> DATA BELOW

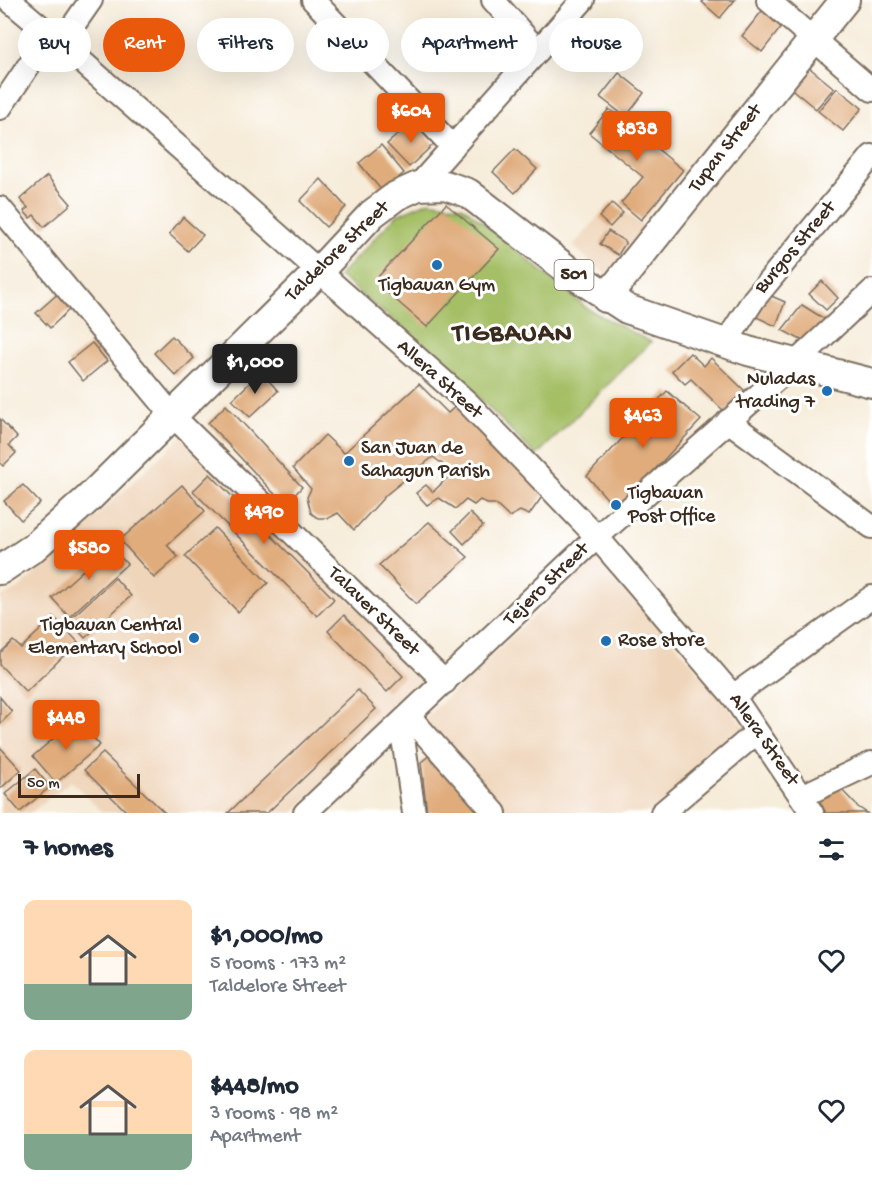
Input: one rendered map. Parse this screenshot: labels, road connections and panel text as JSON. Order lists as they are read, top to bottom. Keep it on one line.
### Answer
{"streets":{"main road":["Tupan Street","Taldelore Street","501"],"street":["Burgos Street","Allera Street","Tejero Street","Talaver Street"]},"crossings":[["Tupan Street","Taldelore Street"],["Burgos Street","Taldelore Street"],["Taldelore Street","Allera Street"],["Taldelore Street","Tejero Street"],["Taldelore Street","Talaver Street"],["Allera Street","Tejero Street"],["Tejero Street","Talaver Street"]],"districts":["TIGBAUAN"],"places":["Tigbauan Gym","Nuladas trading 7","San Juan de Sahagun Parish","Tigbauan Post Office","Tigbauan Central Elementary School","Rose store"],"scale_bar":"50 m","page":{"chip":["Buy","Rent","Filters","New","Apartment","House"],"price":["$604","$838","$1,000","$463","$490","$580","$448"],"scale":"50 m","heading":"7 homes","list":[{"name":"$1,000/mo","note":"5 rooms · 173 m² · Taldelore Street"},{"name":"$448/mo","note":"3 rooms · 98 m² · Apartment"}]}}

> THE TASK
When copying, output the data exactly and leave out the pictures.

> TASK RESULT
Input: one rendered map. Parse this screenshot: labels, road connections and panel text as JSON. Order lists as they are read, top to bottom. Keep it on one line.
### Answer
{"streets":{"main road":["Tupan Street","Taldelore Street","501"],"street":["Burgos Street","Allera Street","Tejero Street","Talaver Street"]},"crossings":[["Tupan Street","Taldelore Street"],["Burgos Street","Taldelore Street"],["Taldelore Street","Allera Street"],["Taldelore Street","Tejero Street"],["Taldelore Street","Talaver Street"],["Allera Street","Tejero Street"],["Tejero Street","Talaver Street"]],"districts":["TIGBAUAN"],"places":["Tigbauan Gym","Nuladas trading 7","San Juan de Sahagun Parish","Tigbauan Post Office","Tigbauan Central Elementary School","Rose store"],"scale_bar":"50 m","page":{"chip":["Buy","Rent","Filters","New","Apartment","House"],"price":["$604","$838","$1,000","$463","$490","$580","$448"],"scale":"50 m","heading":"7 homes","list":[{"name":"$1,000/mo","note":"5 rooms · 173 m² · Taldelore Street"},{"name":"$448/mo","note":"3 rooms · 98 m² · Apartment"}]}}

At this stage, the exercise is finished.